We all have accumulated secret knowledge which just comes along as we live our lives and try to do our work. It’s our experience and knowledge that allows us to appreciate nuances and predict an outcome. Nothing extraordinary about it. This week I was faced with a decision, and I saw that what I determined surprised others who were relatively recent entrants into the world of professional brewing and who were watching me as the situation unfolded. I had to think about a process in real time, and was comfortable with what I decided. And then I made another decision later when data changed. I am sure that in their futures, the young professionals will allow the paradigm of rigor and correction to be influenced by what they have learned in the years up to that point. That’s human nature. We start with knowing a relationship between cause and effect that is very close, and as our careers move along we gain experiences that lend a broader perspective.
The end of my academic career in 1994 coincided with my inconsequential departure from my lovely college, and at the same time, the notable departure of a scholar and poet who wrote,
“The true and durable path into and through experience involves being true … to your own solitude, true to your own secret knowledge.”

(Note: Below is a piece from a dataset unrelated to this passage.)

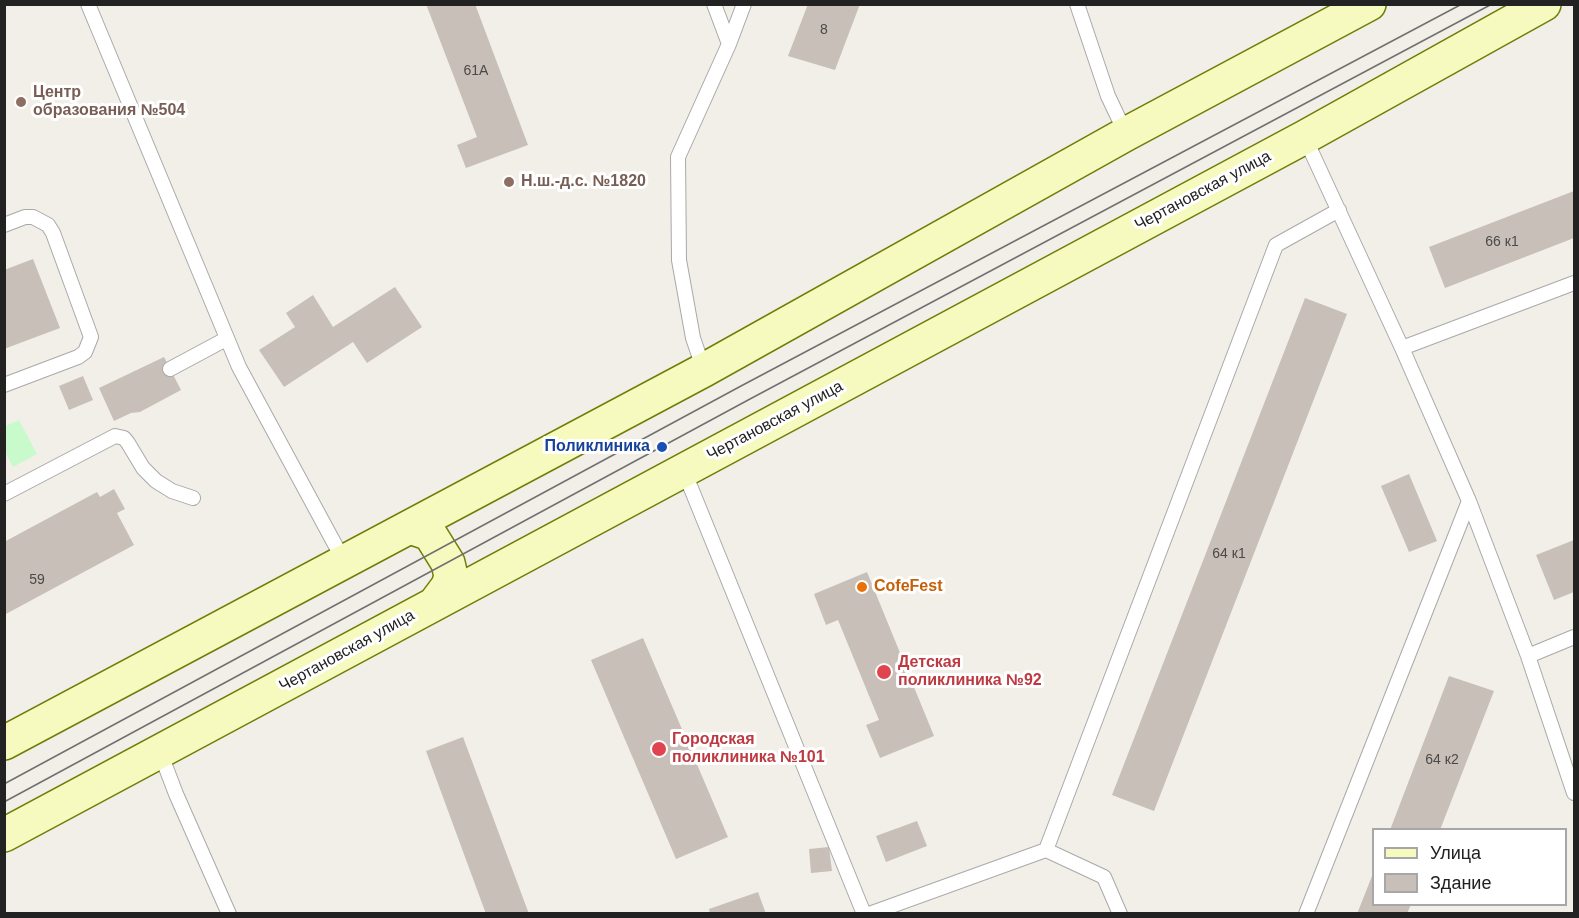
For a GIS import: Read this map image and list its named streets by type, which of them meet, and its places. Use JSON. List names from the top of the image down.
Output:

And one year after he left, Seamus Heaney accepted the Nobel Prize for Literature. During our overlapping time in the same halls, I enjoyed a dinner, and then we all retreated to a very comfortable suite and I had a cup of tea with the man from Northern Ireland, and a whiskey after. He was a Fellow at the college, and some students referred to him as ‘Famous Seamus’. We conversed a little about brewing, my ongoing research, and New Hampshire and Eagle Pond in winter and his poem “Iron Spike’ …. this was the only invite extended to me to dine at High Table while I was there; he was my neighbor at dinner. I honestly only knew that poem of his because I had read it on a signed print framed up a in the suite where postgrads relaxed with a beer or coffee down the hall in the evenings. (I have read much more Heaney since then).
I think that what drives us to gain our individual secret knowledge is the satisfaction of working. We find value and meaning within our lives with the work we do…at least that’s how my parents wired me, and it clearly worked for them.
For me, Rudyard Kipling’s framing of the personal worth of industriousness is found with the two who face a lengthy and long-abandoned hedge row in the countryside- they expend a couple of hours working to get an understanding of the time it will require so they can quote the farmer their cost for the needed work to be performed:
https://www.telelib.com/authors/K/KiplingRudyard/prose/DiversityOfCreatures/friendlybrook.html
It’s nice to be here, and spend some time with the team. If I serve well, their paths of expanding on their own secret knowledge will be augmented with me working alongside them. I hope that’s one outcome.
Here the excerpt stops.